» Task requirements
Each line of the data below that carries the word "Math" needs to be copied.

» Provided entries
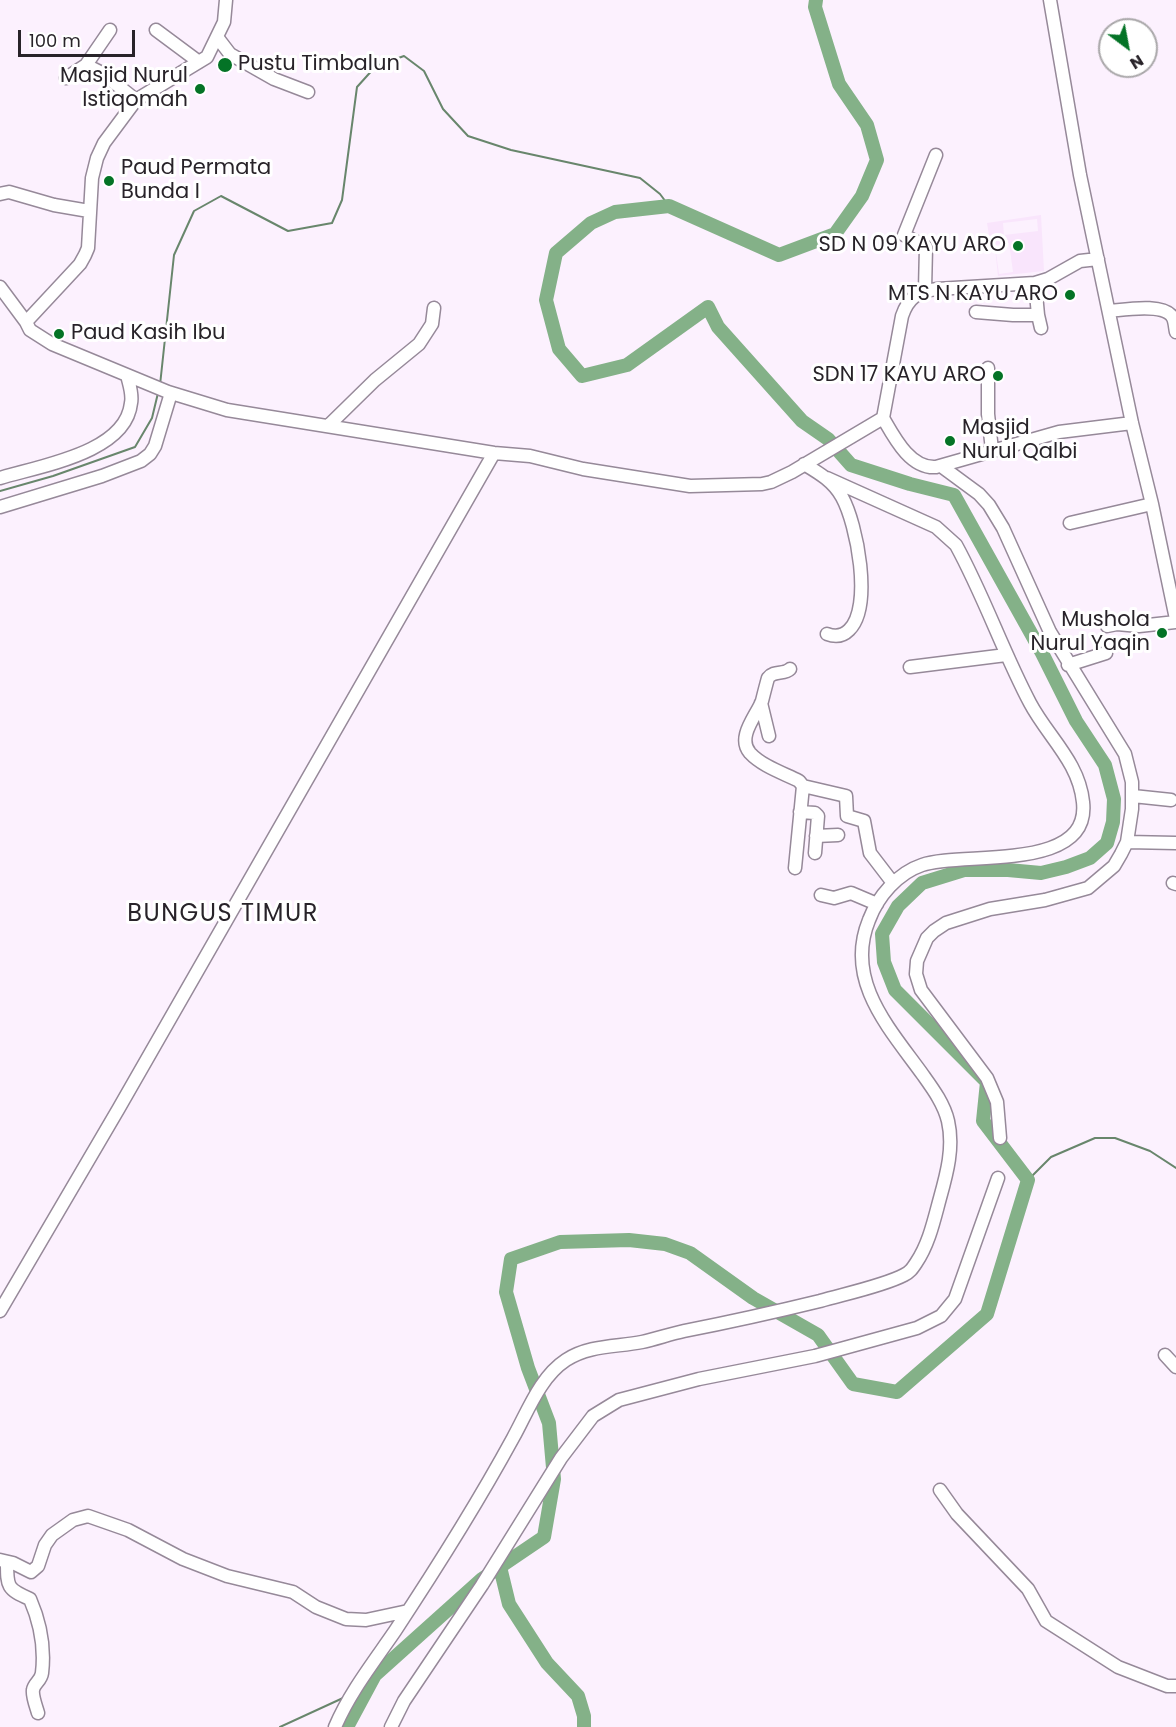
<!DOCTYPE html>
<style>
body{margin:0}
#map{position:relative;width:1176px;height:1727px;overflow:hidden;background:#fcf1fe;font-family:Poppins,sans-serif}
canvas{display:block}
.north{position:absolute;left:1098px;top:18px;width:60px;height:60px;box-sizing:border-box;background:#fff;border:2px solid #a9a7a9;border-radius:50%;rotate:148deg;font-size:16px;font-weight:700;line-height:24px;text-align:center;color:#282329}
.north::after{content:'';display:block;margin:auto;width:21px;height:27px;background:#047326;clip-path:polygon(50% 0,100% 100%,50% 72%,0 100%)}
.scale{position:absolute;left:18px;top:30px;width:117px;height:27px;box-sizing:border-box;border:3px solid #282329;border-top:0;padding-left:8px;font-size:18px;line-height:21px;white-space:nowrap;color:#282329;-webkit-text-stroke:4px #fff;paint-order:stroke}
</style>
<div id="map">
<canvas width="1176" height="1727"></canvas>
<div class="north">N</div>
<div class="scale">100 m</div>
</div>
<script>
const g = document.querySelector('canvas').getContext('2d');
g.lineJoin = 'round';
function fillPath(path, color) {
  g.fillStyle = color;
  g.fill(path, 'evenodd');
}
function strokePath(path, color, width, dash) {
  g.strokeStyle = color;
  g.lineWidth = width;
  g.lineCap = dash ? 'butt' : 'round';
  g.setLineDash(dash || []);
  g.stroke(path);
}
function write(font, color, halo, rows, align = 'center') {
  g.font = font + ' Poppins,sans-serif';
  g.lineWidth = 6;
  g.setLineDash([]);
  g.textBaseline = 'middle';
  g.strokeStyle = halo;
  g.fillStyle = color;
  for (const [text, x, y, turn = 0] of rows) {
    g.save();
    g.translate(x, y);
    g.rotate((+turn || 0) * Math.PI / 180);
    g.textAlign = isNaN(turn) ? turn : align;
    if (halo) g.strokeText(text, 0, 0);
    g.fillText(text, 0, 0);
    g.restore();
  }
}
const built = new Path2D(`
 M1041,215L1044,271L998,276L995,248H991L987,223ZM1037,219L1038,231L1004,235L1003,223ZM1009,243L1013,272L999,274L995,245Z`);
const stream = new Path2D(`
 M160,385L174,255L194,211L221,196L288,231L332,223L342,200L357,87L376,66L404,56L424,71L443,109L468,136L511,150L640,178L660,194L669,206
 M0,491L53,476L135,447L152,418L158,393
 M1028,1180L1051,1157L1095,1138H1115L1150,1151L1176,1168
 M362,1690L369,1687
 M280,1727L343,1698`);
const river = new Path2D(`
 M500,1567L509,1604L547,1663L578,1696L584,1716V1727
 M347,1727L375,1675L482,1579L544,1537L554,1479L549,1423L528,1368L506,1292L511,1259L560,1242L629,1240L665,1244L690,1253L753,1298L818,1335L853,1384L897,1392L987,1314L1028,1180L983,1121L987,1082L895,990L884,962L882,934L898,906L922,883L964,870H1008L1041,873L1066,867L1090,858L1107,843L1113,822L1114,799L1105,765L1076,721L1042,653L954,495L910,484L851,465L828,439L802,421L718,327L708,307L627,365L582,376L559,349L546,300L556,253L591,223L615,212L669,206L779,255L835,234L862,196L877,160L867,125L839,84L815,7L816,0`);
const minor = new Path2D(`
 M226,0L224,22L207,57L136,100L104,143L97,158L92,178L88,248L85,255L80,264L26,322L30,330L52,344L168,392L227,410L494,453L530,456L583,469L690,486L762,484L771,482L792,472L883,418
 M1050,0L1080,175L1132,423L1152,504L1176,619
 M110,30L86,65L102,73L136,100
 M156,30L199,62
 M217,37L230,54L274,79L308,92
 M66,78L86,65
 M0,194L9,192L54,205L89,211
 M1098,259L1080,261L1048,279L1035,283L937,289C918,291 908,298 902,316L883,418C894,437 910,469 936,467L1059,432L1132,423
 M0,287L26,322
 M925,290L926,247L904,235L936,155
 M1109,311C1123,310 1165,302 1173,318C1175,322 1175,328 1176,332
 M976,312L1013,315H1038L1035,283
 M1038,315L1041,328
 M988,368V414L992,450
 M328,426L375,380L419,344L432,324L434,308
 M804,464C819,473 833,481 842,497C857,524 873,607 849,630C843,636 835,637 827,634
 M941,466L979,494L989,505L1003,528L1050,632L1125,754L1132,782V809L1127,842L1121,854L1114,866L1088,888L1045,900L990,909L946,923L934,931L927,938L917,961L916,974L921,990L987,1078L997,1102L1000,1138
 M0,478C39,466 126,453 131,403C133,394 129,384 127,375
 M0,507L102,476L141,461L150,454L155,446L171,393
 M1070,523L1152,504
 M1107,626L1117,624L1139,626L1176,622
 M1068,665L1106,653
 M910,667L1006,655
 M790,669C784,675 774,670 768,678C766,685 764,693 762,701C757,715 736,737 750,753C762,766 783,773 799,781L803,786L795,868
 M761,703L769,736
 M803,786L846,796L847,816L864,821L870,853L893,883
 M1133,796L1171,800
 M800,812L815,813L818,816L815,853
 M816,836L838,835
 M1127,842L1176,843
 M1173,883L1176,884
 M821,895L834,898L851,893L877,904
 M0,1311L119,1108L494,453
 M1165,1355L1176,1367
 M940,1490L957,1514L1028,1589L1046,1621L1118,1667L1167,1686H1176
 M0,1560L13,1563L31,1572L38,1566L45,1545L52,1535L73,1520L88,1516L128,1530L183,1559L227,1576L293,1592L316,1607L346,1619L366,1620L408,1611
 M7,1562C7,1587 7,1589 30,1599C40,1622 45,1648 42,1673C41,1681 34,1683 33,1690C32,1696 36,1706 38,1713
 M335,1727C350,1692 373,1663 395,1631C436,1569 477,1504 513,1438C528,1411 540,1377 566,1360C589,1345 616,1347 642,1342C656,1339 670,1334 684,1331C730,1322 775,1312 820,1301C844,1294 883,1286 904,1275C910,1272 912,1269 916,1263C929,1244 934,1220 940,1198C947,1173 954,1147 948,1121C944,1104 933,1089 923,1075C890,1029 844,981 869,920C878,896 898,873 922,865C962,851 1091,873 1083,802C1079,762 1048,737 1030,703C1003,652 984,596 956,545L936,527L827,478
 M391,1727L404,1701L482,1585L561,1458L593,1416L619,1400L699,1379L815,1356L917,1328L941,1316L955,1299L998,1178`);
const markers = [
 [225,65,8,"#047326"],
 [200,89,6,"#047326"],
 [109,181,6,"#047326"],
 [1018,246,6,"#047326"],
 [1070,295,6,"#047326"],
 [59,334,6,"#047326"],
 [998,376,6,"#047326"],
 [950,441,6,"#047326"],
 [1162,633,6,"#047326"]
];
const poiNames = [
 ["Pustu Timbalun",238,65,"left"],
 ["Masjid Nurul",188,77],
 ["Istiqomah",188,101],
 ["Paud Permata",121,169,"left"],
 ["Bunda I",121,193,"left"],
 ["SD N 09 KAYU ARO",1006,246],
 ["MTS N KAYU ARO",1058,295],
 ["Paud Kasih Ibu",71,334,"left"],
 ["SDN 17 KAYU ARO",986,376],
 ["Masjid",962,429,"left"],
 ["Nurul Qalbi",962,453,"left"],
 ["Mushola",1150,621],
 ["Nurul Yaqin",1150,645]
];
const quarterNames = [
 ["BUNGUS TIMUR",223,915]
];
fillPath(built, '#f9e5fc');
strokePath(stream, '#68866c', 2);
strokePath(river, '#84b188', 14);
strokePath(minor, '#968999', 15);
strokePath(minor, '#fff', 12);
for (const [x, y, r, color] of markers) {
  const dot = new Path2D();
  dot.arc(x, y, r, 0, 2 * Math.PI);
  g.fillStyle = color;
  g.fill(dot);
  strokePath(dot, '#fff', 2);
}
write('21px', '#282329', '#fff', poiNames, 'right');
g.letterSpacing = '1.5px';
write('24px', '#282329', '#fff', quarterNames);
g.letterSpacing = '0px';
</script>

» Answer area
    g.rotate((+turn || 0) * Math.PI / 180);
  dot.arc(x, y, r, 0, 2 * Math.PI);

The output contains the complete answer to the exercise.